A city administrative report to a civic committee set the cost of improving the existing dock in the neighbourhood of $500,000, according to a Winnipeg Free Press article. It is hoped the collaborative effort with the U of M will result in an innovate design allowing for a future cost-effective structure to replace the current dock.
Doug Stewart, a retired consulting engineer and U of M alumnus, returned to lead the Engineering Canada-accredited capstone design course that will spearhead the project. It was his initiative, through approaching the public works department, that brought this the venture to fruition.
“The course is designed to near-as-practical mimic what goes on in the industry,” he said.
He noted the capstone program provides a framework for three groups to work in: the client, the students broken into groups, and members from the consulting and engineering community.
In this case, the client is the city of Winnipeg, while industry mainstays such as Aecon Group Inc. and MMM Group Limited stand as representatives of the engineering community.
In the past, university students have also worked with the province of Manitoba on larger scale multi-million dollar projects involving the construction of bridges and highway interchanges.
The capstone course is designed as a final push for graduating engineers who will soon be joining the work force. Featuring a seminal project, students are given the opportunity to network with real clients and engineering companies who provide mentors to aid each student group throughout the processes of researching, tabling proposals, coordinating group efforts, and drafting designs to meet the demands of their client.
“Without the course, they would step into their job and go ‘oh my god,’” said Stewart. “It’s almost a different language that goes on. I’m trying to soften the blow, so to speak, and help them avoid the pitfalls that young engineers will fall into.”
He assured, however, that there are professional engineers present at every step of the process. No student design goes forward without first being overlooked by one of the consulting firms involved in the planning stages.
Students first caught wind of the dock project due to an article published in the Winnipeg Free Press before the assignment was even announced to the class.
“I said, ‘wow, it’s already on the news,’” said Jun Xiong, a fourth-year civil engineering student. “It’s attracted a lot of attention and we’re really under the spotlight of the city now.”
Amber Skrabek, a spokesperson in the engineering department, said the program gives students the hands-on experience of working with a client to complete a project, even if their proposals aren’t acted upon.

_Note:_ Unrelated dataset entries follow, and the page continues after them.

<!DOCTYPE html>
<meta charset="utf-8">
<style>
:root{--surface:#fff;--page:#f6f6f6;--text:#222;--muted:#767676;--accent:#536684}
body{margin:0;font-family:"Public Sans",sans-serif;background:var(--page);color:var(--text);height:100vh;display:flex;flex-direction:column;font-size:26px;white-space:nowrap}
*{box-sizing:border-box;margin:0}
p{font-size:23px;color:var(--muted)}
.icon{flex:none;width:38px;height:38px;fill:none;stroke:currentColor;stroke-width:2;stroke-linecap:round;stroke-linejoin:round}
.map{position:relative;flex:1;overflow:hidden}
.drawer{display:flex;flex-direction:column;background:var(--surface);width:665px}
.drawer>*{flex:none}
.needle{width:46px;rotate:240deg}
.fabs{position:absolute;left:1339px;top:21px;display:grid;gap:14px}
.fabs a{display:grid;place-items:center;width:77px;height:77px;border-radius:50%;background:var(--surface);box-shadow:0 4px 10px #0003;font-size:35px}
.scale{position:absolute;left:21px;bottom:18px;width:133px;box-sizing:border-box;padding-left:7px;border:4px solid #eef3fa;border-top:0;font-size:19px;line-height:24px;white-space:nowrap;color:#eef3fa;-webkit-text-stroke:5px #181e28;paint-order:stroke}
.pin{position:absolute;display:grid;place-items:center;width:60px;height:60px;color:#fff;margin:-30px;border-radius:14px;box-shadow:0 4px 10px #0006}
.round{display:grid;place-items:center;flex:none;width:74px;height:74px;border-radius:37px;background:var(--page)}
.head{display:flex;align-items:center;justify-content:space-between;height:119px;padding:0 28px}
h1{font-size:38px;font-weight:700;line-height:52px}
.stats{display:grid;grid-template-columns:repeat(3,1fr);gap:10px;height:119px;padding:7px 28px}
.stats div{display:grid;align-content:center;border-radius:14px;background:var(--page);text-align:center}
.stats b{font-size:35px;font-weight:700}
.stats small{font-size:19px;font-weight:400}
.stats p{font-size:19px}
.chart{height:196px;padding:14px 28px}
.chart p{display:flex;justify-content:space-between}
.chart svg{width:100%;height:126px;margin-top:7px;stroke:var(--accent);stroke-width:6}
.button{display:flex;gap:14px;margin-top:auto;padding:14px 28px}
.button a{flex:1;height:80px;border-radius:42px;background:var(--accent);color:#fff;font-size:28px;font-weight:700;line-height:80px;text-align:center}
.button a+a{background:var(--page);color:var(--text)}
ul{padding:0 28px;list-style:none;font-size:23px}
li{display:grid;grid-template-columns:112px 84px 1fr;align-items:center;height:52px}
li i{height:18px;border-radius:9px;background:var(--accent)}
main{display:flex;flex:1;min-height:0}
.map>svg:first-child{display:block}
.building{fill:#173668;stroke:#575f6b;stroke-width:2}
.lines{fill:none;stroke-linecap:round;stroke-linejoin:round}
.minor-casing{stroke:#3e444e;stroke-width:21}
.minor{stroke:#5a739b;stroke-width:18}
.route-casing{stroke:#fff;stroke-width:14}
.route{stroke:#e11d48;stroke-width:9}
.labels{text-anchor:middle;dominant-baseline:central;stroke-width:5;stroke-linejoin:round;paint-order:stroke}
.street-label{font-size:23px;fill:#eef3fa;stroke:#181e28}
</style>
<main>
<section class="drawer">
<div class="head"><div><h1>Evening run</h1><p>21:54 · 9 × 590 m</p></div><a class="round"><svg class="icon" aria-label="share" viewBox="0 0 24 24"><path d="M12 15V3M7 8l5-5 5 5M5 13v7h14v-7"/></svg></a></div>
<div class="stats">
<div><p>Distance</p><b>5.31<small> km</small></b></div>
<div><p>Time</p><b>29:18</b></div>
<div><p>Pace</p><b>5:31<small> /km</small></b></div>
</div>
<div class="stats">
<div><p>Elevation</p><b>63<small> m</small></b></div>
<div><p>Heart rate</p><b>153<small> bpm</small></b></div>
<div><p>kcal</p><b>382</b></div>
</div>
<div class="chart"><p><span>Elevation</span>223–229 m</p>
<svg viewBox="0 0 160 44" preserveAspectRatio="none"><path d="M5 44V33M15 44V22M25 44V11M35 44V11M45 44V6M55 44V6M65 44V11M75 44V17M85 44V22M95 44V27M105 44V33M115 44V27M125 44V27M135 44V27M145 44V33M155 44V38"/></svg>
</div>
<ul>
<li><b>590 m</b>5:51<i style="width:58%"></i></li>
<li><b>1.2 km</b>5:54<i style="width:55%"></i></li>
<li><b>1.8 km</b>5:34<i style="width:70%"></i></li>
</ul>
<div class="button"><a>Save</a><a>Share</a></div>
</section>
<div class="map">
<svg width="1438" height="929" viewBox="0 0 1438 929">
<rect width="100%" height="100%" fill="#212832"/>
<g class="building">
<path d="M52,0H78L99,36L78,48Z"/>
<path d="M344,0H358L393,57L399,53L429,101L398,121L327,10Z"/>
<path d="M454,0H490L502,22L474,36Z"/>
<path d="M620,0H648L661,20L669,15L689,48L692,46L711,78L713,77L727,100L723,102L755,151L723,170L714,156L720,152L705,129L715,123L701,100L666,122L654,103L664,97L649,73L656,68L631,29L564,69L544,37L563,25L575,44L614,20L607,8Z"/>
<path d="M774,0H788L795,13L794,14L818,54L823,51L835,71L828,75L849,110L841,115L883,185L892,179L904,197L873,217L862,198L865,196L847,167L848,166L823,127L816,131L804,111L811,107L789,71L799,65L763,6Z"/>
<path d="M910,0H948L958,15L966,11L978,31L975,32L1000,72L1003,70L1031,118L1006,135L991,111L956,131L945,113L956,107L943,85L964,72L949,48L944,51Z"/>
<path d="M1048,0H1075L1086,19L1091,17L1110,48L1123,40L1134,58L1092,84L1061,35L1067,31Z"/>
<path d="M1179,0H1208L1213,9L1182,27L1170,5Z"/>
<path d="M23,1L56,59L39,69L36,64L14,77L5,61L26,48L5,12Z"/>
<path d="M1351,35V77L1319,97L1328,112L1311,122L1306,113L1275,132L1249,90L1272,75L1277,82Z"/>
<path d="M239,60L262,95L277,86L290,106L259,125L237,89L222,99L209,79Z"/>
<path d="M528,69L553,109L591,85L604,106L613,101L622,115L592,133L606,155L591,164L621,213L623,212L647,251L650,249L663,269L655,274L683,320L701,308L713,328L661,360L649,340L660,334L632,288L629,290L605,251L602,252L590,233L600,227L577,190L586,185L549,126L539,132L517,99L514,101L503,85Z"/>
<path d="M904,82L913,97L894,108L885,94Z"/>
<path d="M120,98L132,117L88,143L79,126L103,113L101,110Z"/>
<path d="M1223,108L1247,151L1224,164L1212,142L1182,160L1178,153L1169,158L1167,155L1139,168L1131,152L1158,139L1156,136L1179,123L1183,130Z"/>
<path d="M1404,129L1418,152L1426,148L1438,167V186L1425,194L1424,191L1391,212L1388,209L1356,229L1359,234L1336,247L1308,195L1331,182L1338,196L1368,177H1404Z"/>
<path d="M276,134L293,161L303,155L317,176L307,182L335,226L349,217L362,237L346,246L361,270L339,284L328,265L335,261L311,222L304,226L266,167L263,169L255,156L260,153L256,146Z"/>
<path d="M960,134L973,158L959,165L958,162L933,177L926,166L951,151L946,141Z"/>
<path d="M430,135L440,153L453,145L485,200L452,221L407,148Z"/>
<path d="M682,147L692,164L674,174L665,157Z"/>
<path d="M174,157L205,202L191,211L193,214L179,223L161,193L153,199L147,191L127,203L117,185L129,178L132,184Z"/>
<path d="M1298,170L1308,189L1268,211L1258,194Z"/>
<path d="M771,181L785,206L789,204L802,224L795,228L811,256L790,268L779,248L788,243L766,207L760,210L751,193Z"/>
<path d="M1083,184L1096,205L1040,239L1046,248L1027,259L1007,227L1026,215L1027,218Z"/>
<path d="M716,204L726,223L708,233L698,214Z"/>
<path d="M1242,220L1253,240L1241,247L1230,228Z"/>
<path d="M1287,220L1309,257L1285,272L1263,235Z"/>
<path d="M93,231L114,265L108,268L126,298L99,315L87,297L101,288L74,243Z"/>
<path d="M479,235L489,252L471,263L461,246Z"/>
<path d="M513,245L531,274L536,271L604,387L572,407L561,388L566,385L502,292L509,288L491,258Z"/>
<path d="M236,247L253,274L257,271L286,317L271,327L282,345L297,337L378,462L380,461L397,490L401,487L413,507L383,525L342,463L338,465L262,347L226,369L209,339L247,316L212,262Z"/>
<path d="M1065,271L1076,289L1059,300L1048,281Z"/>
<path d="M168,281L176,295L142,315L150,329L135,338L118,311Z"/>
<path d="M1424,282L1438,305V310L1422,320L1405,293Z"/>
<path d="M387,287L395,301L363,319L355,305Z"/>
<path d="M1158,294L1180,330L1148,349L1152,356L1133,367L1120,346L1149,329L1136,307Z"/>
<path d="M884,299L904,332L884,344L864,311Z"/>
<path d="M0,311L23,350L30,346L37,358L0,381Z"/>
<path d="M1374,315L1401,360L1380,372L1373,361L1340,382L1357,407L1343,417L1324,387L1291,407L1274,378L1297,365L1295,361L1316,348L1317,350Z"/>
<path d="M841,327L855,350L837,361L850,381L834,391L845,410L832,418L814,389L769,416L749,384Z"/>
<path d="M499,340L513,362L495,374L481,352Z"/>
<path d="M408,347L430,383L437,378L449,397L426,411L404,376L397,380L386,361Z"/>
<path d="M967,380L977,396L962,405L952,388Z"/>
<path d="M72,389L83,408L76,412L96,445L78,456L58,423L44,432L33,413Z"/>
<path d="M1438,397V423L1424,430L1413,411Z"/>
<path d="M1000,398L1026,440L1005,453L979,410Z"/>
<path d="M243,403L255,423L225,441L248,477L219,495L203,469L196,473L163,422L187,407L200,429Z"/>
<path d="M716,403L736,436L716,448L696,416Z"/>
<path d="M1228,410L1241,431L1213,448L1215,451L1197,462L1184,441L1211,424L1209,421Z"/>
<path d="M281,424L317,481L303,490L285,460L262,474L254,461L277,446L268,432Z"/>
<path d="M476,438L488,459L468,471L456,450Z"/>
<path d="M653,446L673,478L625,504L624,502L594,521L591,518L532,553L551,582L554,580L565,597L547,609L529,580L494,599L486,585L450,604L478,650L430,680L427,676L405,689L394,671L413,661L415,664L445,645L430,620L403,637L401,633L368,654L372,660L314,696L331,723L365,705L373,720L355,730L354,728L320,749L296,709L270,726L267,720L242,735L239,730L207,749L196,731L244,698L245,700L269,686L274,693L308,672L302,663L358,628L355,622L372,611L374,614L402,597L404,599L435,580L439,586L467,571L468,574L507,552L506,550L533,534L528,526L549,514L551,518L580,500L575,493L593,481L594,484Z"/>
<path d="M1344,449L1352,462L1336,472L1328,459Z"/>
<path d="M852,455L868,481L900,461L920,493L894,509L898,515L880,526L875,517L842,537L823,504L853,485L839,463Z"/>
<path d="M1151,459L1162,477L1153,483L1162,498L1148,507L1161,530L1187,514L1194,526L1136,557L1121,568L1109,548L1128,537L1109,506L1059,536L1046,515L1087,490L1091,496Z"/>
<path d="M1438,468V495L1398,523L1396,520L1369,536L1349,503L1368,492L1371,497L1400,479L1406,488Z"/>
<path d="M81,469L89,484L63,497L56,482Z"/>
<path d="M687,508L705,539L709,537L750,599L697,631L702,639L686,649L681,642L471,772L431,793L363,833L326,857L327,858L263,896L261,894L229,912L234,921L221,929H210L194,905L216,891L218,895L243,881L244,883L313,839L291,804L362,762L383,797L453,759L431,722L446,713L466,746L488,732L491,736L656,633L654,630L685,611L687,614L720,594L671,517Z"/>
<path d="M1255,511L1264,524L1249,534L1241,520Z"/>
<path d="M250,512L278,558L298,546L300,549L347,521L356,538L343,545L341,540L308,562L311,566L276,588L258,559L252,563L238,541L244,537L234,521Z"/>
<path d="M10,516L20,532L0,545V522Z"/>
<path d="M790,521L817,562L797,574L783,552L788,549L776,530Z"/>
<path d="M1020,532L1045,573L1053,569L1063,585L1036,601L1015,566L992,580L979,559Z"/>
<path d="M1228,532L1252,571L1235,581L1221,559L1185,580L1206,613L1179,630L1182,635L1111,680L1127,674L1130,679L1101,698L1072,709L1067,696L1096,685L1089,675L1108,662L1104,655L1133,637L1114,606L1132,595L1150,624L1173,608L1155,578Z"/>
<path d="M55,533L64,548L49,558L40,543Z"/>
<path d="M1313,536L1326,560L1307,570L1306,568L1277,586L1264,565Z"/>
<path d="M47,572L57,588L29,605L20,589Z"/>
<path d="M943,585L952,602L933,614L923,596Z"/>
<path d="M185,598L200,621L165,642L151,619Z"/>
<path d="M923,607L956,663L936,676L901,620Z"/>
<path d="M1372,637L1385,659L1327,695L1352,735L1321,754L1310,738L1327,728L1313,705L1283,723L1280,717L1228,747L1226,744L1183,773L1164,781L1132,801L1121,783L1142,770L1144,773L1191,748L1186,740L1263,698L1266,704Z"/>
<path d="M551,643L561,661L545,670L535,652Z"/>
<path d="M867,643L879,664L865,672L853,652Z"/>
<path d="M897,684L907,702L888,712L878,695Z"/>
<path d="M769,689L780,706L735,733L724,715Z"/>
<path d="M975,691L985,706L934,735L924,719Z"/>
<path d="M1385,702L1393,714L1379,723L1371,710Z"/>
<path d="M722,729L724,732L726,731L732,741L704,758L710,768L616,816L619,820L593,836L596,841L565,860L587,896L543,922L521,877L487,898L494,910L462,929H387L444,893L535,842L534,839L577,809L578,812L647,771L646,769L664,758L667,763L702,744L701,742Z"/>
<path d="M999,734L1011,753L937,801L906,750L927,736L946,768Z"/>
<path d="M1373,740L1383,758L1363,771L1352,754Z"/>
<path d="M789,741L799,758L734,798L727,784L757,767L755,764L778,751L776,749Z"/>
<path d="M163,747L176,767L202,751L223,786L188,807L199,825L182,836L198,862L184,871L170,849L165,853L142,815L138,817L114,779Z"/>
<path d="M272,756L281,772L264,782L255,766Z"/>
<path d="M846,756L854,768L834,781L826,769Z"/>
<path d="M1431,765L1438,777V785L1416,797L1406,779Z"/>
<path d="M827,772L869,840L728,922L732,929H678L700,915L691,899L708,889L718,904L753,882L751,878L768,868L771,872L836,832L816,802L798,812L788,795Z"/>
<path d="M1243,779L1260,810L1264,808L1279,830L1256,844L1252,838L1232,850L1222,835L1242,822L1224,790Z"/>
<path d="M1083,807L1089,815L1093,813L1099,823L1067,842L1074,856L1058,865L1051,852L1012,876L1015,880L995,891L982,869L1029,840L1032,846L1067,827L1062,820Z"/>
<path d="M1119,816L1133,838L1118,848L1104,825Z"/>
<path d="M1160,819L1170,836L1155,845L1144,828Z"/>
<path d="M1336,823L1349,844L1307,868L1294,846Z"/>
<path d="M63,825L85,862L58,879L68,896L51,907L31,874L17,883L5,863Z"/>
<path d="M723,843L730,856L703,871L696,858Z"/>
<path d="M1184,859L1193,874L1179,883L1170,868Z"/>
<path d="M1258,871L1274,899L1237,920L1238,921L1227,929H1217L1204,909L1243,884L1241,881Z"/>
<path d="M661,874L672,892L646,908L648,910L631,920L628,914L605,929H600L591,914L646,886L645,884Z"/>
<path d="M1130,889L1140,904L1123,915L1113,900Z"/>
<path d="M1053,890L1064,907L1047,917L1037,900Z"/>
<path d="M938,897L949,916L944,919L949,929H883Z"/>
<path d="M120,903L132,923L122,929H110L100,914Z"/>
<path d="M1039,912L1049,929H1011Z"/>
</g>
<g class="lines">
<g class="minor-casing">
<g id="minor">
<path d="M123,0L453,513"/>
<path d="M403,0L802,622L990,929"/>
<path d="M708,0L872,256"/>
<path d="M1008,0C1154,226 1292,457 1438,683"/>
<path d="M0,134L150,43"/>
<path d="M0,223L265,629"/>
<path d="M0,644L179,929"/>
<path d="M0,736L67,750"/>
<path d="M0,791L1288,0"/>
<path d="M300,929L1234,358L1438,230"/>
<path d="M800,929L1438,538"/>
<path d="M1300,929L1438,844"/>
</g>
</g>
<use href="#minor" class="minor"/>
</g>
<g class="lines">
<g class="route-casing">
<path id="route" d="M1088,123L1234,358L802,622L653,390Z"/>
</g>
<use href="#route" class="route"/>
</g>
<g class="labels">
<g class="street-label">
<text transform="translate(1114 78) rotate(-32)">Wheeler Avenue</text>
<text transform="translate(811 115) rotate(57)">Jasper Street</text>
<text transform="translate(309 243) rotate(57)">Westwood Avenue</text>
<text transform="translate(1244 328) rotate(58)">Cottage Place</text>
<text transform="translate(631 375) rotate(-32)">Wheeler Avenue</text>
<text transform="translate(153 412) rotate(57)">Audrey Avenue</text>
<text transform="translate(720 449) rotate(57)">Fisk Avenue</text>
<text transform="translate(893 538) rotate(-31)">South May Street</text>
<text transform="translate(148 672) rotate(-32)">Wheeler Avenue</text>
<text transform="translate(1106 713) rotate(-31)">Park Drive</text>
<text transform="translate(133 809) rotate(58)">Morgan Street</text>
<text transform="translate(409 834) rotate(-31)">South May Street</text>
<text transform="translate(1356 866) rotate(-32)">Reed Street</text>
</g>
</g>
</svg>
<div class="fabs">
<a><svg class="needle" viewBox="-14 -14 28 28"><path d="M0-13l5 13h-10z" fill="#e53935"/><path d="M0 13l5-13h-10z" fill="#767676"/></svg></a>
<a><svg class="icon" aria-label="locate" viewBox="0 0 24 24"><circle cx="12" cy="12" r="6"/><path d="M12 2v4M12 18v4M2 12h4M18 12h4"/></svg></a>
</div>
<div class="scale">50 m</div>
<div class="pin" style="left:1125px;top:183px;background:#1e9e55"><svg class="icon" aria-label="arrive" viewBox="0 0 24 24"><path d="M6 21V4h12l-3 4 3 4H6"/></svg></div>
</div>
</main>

“Just because the students are working on these real-world projects doesn’t necessarily mean that one of their solutions is going to be chosen or ever acted on,” she said, “but they’re given that opportunity to at least go through that process and present it to that client who really wants an answer.”
What may be seem like a highly daunting task doesn’t appear to have dampened students’ spirits. Instead, individuals are clamouring for the chance to tackle what’s proved a problem to city officials for years.
“They’ve given us quite the hope that one of [our proposals] will be chosen,” said fifth-year civil engineering student Ashley Haighs. “It’s kind of what’s expected. Not guaranteed, but they’ve put that little spark in there.”
“They’re hoping for something different, for fresh minds not so bound by what they’ve seen previously, because we haven’t seen anything previously,” ” added Hailey Collins-Kramble, also in her fifth-year studying civil engineering.
“There’s no habit, no preconceived notions; just what could we possibly do?”